COUNT(*); COUNT(1); COUNT(primary key); COUNT(field); There’s a lot of debate about which way MYSQL executes faster, and I didn’t know which way was faster or who was right (laughing and crying). Fortunately, I recently devoted a section of my MySQL column on Geek Time to discuss this issue, and I was able to clear up the confusion for a long time.
MyISAM engine records the total number of rows of a table in the disk, which is very efficient when querying (if the where condition is added, it cannot be returned directly from the disk). For InnoDB, due to multi-version concurrency control (MVCC), even if InnoDB tables are queried at the same time, it is not certain how many rows should be returned. For example, if there are 10000 rows in table T:
moment | The session A | Session B | Session C |
---|---|---|---|
T1 | begin; | ||
T2 | select count(*) from t; | ||
T3 | Insert into t; | ||
T4 | begin; | ||
T5 | Insert into t; | ||
T6 | select count(*) from t; (Return 10000) | select count(*) from t; (return 10002); | select count(*) from t; (Return 10001) |
Session A starts the transaction on T1 and gets the consistency view. At the repeatable read level, the data read at any time in the transaction is the same. The update of other transactions does not affect session A, so the result of count(*) is 10000. A new statement has been inserted and committed in session C before T4 (an update statement is executed separately, InnoDB will start a transaction by itself and commit as soon as the statement is executed). Session B inserts a new piece of data at T5, and the result of count(*) in T6 query is 10002(the SESSION C INSERT statement was committed at T4 BEGIN, so you can see this update in session B’s transaction). Since session B’s transaction has not committed at T6, session C cannot see the update of session B, so session C’s count(*) at T6 is 10001.

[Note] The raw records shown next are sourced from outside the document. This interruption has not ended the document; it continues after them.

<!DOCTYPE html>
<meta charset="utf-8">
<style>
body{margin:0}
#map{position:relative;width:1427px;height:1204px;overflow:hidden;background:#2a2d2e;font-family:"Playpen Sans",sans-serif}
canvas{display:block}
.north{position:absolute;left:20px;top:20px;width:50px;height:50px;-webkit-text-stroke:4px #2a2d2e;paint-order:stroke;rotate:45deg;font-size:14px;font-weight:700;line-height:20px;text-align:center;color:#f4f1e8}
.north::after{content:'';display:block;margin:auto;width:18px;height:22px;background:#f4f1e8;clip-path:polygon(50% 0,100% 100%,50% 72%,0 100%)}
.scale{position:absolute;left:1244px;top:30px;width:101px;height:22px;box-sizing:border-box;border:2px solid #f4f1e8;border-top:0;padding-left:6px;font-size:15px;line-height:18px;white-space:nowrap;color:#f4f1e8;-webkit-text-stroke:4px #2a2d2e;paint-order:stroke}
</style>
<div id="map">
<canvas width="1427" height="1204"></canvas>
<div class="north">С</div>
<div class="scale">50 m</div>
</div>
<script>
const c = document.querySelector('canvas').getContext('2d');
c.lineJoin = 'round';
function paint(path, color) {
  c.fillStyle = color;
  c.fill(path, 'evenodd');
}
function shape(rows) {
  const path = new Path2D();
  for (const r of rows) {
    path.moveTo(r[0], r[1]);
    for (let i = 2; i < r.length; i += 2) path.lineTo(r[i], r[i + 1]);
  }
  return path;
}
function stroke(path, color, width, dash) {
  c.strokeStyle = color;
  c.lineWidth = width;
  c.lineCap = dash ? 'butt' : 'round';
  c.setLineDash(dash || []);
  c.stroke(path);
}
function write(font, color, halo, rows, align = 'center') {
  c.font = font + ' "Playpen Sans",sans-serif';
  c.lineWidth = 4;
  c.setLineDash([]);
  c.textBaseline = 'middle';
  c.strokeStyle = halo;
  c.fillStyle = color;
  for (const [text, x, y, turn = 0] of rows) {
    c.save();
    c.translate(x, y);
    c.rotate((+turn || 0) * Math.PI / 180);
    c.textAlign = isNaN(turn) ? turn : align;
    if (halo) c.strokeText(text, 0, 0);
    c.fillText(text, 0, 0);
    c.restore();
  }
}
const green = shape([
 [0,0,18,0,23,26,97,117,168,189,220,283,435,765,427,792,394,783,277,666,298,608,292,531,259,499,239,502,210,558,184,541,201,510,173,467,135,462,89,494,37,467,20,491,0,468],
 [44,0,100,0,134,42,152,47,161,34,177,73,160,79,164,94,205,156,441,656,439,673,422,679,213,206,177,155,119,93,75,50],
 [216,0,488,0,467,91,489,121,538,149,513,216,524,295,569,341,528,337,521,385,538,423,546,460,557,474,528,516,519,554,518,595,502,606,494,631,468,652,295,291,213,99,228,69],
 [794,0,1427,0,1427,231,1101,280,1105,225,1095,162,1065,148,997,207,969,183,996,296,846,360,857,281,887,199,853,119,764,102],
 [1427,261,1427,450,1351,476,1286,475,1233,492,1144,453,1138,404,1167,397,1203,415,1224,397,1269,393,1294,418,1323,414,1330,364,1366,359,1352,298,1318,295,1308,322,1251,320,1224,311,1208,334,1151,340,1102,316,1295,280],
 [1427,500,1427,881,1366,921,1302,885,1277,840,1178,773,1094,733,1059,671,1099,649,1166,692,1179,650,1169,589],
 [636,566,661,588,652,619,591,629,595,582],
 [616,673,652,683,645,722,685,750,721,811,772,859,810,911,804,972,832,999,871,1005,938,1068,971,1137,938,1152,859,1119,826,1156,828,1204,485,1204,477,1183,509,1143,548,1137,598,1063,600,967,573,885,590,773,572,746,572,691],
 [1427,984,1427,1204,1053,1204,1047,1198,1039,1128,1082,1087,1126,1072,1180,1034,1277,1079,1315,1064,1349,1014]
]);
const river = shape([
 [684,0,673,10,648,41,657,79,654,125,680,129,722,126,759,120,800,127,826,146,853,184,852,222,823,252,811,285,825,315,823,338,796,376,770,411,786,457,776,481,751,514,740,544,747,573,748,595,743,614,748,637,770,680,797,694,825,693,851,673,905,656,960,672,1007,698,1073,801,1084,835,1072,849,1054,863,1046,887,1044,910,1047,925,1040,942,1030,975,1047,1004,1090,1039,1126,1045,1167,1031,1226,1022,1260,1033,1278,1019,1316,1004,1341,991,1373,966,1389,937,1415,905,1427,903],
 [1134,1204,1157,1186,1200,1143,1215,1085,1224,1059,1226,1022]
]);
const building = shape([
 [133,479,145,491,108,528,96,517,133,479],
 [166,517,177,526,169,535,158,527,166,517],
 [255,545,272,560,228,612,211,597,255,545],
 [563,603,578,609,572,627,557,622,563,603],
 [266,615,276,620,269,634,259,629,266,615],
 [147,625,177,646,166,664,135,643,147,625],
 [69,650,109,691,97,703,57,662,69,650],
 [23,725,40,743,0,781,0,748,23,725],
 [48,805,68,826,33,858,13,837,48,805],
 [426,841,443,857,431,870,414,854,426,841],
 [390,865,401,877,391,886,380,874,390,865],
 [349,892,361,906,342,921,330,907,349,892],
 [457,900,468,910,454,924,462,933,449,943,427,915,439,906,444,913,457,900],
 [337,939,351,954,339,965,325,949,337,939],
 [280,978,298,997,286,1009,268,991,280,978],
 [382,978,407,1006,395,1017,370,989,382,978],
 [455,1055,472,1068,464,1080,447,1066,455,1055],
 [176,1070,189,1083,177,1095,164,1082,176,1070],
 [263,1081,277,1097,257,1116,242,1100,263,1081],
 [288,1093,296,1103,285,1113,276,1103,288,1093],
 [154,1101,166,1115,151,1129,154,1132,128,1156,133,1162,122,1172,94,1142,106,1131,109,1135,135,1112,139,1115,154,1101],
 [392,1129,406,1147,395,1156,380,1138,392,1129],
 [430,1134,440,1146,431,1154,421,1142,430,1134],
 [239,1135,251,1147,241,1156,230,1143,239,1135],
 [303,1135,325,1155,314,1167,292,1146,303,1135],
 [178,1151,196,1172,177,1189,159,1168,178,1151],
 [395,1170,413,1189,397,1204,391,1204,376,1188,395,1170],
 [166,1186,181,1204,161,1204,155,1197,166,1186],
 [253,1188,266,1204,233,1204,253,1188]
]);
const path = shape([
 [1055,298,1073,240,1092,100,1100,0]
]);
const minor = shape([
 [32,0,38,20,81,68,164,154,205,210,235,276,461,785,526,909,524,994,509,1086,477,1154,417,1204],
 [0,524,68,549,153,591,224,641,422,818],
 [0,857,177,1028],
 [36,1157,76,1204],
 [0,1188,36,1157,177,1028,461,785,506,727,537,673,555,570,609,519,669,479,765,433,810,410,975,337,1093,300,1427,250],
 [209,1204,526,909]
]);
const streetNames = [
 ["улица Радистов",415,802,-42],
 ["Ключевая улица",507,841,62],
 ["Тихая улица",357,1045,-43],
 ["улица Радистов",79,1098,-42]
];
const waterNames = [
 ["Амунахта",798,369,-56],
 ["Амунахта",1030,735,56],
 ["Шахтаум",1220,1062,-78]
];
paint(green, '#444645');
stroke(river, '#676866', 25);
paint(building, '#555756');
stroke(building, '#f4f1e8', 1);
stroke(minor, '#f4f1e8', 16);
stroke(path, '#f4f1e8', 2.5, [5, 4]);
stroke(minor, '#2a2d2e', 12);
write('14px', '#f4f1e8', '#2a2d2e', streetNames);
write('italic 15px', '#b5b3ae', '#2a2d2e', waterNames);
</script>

COUNT is an aggregate function that evaluates each row in the returned result set. If the COUNT argument is not NULL, it increments by 1, otherwise it does not, and returns the cumulative value. Let’s take a look at the efficiency of each COUNT version:
- COUNT(primary key ID) InnoDB traverses the table and returns the primary key value of each row to the Server layer of MySQL. Since the primary key cannot be NULL, the Server layer accumulates the primary key by row and returns the cumulative value to the client.

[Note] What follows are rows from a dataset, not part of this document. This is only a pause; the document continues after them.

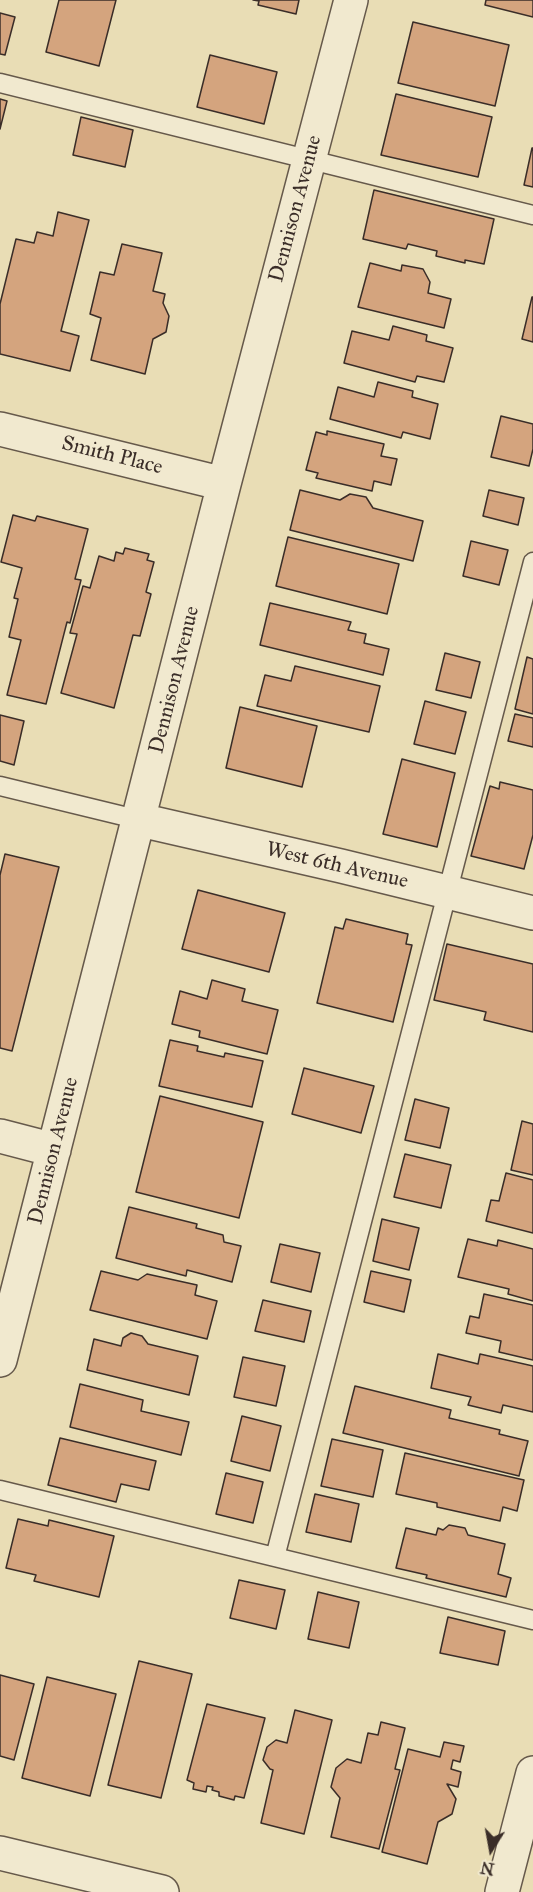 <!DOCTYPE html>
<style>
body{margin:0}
#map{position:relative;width:533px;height:1892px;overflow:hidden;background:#e9ddb5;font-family:"IM FELL Great Primer",serif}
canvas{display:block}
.north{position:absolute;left:461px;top:1820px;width:60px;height:60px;-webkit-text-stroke:4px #f1e9cf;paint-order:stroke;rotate:191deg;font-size:16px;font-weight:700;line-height:24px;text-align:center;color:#3a2d28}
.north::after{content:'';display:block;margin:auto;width:21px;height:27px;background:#3a2d28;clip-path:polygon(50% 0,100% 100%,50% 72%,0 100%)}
</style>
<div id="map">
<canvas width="533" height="1892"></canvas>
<div class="north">N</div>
</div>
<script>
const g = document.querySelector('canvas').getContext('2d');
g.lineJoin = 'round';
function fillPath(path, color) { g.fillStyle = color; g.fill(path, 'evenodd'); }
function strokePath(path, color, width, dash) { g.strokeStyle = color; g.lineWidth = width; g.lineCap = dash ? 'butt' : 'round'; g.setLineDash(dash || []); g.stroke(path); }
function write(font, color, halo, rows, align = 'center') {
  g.font = font + ' "IM FELL Great Primer",serif'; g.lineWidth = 5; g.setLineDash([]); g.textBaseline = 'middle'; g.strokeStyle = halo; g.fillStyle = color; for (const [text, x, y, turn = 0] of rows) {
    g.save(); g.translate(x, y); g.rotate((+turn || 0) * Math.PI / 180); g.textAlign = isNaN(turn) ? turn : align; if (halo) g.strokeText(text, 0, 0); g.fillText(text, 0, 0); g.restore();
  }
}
const building = new Path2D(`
 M59 0H116L99 66 46 52Z
 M253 0H299L296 14 258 5 259 1Z
 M486 0H533V17L485 5Z
 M0 13 15 17 5 55 0 54Z
 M413 22 509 45 495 106 398 83Z
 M210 55 277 72 264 124 197 107Z
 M396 94 492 117 478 177 381 155Z
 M0 99 7 101 0 129Z
 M81 117 133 130 125 167 73 155Z
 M532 148H533V187L524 185Z
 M374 190 494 219 484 264 465 260V263L436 256 437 251 408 244 406 249 363 239Z
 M58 212 89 220 61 331 79 336 70 371 0 354V304L16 239 34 243 37 232 53 236Z
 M122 244 162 253 153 291 165 294 163 303 169 316 166 332 153 339 145 374 91 360 101 318 90 314 100 272 114 275Z
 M370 263 401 271 402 265 423 269 430 282 428 293 451 299 444 328 358 307Z
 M532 297H533V342L522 339Z
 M393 326 427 335 426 341 453 348 444 382 417 376 415 382 344 363 352 331 389 340Z
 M378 382 413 391 412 397 438 404 430 439 403 432 401 438 330 419 338 387 374 397Z
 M501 416 533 424V449L529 466 491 457Z
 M327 431 384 444 381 456 397 459 391 485 374 481 372 491 316 478 318 473 306 470 316 432 327 435Z
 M300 490 340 500 350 494 366 497 373 508 423 521 413 561 290 530Z
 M489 490 524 498 518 525 483 516Z
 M13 515 35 521 37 516 88 529 75 579 81 580 70 623 67 622 46 704 7 695 21 640 9 637 18 599 14 598 22 568 1 562Z
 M288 537 399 564 387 614 276 586Z
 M471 541 508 550 499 585 463 576Z
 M125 548 149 554 147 560 154 562 146 592 151 594 140 636 133 635 114 708 61 693 77 634 70 633 83 586 90 588 99 556 114 561 116 552 123 554Z
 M270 603 351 622 348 630 366 634 364 643 389 649 383 675 260 645Z
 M445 653 480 662 471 698 436 690Z
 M527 657 533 659V714L515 709Z
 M295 666 380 686 369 732 257 706 265 675 291 681Z
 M425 701 466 712 455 754 414 744Z
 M240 707 317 726 302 787 226 768Z
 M515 714 533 718V747L508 741Z
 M0 715 24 721 14 765 0 761Z
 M402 759 455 773 437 847 383 834Z
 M500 782 533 790V835L524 869 471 856 490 786 499 789Z
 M5 854 59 867 12 1051 0 1048V875Z
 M198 890 285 913 269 972 182 949Z
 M346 919 408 934 406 944 412 945 393 1022 317 1003 335 927 343 929Z
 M447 944 533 964V1032L484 1020 486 1012 434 1000Z
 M212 980 245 989 242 1001 278 1010 267 1054 199 1037 200 1031 172 1024 180 991 207 999Z
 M170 1040 198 1046 197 1051 224 1057 225 1053 263 1061 252 1107 159 1086Z
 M304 1068 374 1086 361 1133 292 1114Z
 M160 1096 263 1122 239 1218 136 1192Z
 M415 1099 449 1108 440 1148 405 1140Z
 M522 1121 533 1124V1175L511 1170Z
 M405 1154 451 1165 441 1208 394 1197Z
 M506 1173 533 1180V1233L486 1221 491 1200 499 1201Z
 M129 1207 197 1224 196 1228 223 1235 224 1242 241 1246 232 1282 187 1270 186 1276 116 1258Z
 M382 1219 419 1228 409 1270 373 1261Z
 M468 1239 497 1246 498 1240 533 1249V1301L508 1294 509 1289 458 1277Z
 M280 1244 320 1253 311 1292 271 1282Z
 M101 1271 138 1280 147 1274 197 1285 195 1295 217 1301 207 1339 90 1310Z
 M371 1271 411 1280 404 1312 364 1302Z
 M484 1294 533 1305V1360L499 1352 501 1341 466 1333 470 1316 479 1318Z
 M263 1300 311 1311 304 1342 255 1331Z
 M131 1333 142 1336 148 1344 198 1356 189 1395 87 1370 94 1339 121 1346 123 1338Z
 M438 1354 478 1364 480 1354 533 1366V1412L503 1405 501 1413 468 1405 471 1397 431 1388Z
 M243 1357 285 1366 276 1406 234 1397Z
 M80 1384 143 1400 141 1411 189 1422 181 1455 70 1427Z
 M355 1386 451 1410 449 1418 500 1430 499 1434 528 1441 519 1476 343 1433Z
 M242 1416 281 1426 270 1471 231 1461Z
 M60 1438 156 1461 149 1490 121 1484 116 1502 48 1485Z
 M332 1439 383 1450 373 1497 321 1486Z
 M405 1453 524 1480 517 1511 503 1507 500 1521 437 1507V1503L396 1494Z
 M226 1473 263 1482 253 1523 216 1514Z
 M315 1494 359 1504 351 1542 306 1532Z
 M18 1519 48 1526 49 1520 114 1536 99 1597 34 1581 36 1575 6 1568Z
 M449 1525 465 1528 468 1535 505 1544 498 1574 511 1578 506 1597 426 1578 427 1575 396 1568 406 1528 436 1535 438 1528 443 1530Z
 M239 1580 285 1590 276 1629 230 1618Z
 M318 1592 359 1602 349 1648 308 1639Z
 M448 1617 505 1631 498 1665 440 1653Z
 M139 1661 192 1674 161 1798 108 1785Z
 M0 1675 34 1684 14 1760 0 1756Z
 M47 1677 116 1694 90 1796 22 1778Z
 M207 1704 265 1718 244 1798 235 1796 234 1800 219 1796V1792L212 1790 213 1787 207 1786 206 1792 193 1789 194 1783 187 1780Z
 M295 1710 332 1720 304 1834 261 1823 273 1770 270 1769 263 1760 267 1747 276 1740 287 1743Z
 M381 1722 405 1728 395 1769 400 1770 379 1849 331 1837 340 1798 331 1787 336 1768 347 1759 361 1763 368 1733 378 1735Z
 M444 1742 464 1746 460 1762 453 1760 451 1769 461 1772 458 1787 447 1784 456 1799 452 1814 438 1822 427 1864 382 1852 408 1749 440 1757Z`);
fillPath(building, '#d4a47e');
strokePath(building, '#3a2d28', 1.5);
const service = new Path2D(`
 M0 83 533 215
 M0 786 140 820
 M0 1490 533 1620
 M275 1557 533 562`);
const minor = new Path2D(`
 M0 429 224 484
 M140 820 341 866 533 913
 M0 1136 54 1150
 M0 1360 224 484 351 0
 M502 1892 533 1773`);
const tertiary = new Path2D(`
 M0 1853 162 1892`);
strokePath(service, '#66594b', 21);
strokePath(minor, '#66594b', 36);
strokePath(tertiary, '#66594b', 36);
strokePath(service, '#f1e9cf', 18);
strokePath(minor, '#f1e9cf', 33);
strokePath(tertiary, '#f1e9cf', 33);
write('21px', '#3a2d28', '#f1e9cf', [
 ["Dennison Avenue",296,209,-75],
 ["Smith Place",112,456,14],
 ["Dennison Avenue",175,680,-76],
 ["West 6th Avenue",337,866,13],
 ["Dennison Avenue",54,1151,-76]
]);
</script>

- COUNT(1) traverses the table without a value, and the Server layer adds the number “1” to each row returned. COUNT(1) is faster than COUNT(primary key) because no value is required, reducing data transfer.
- COUNT(field) traverses the table, row by row reading the field value from the record to the Server layer, the Server layer determines that the value is not NULL and then accumulates.
COUNT(*)
MySQL is optimized to find the smallest index tree in the table. InnoDB normal index tree is much smaller than primary key indexCOUNT(*)
Which tree is going to be the same,count(*)
MySQL does not take the record value whencount(*)
Also definitely not NULL, Server layer directly by row accumulation.
So this version of COUNT from low to high is:
< COUNT(1) ≈ COUNT(*)
It is recommended that you use count(*) to get the number of rows.
Note also that many people will record the number of rows in the table in Redis for sales purposes, but this does not guarantee that the number of rows in the table in Redis is exactly the same as the number of rows in the table in MySQL. This is because two different storage systems do not support distributed transactions, so it is impossible to get an accurate consistent view. If you want to store rows in a separate MySQL table for efficiency, then it is better to store rows in a separate MySQL table so that you can’t get a consistent view.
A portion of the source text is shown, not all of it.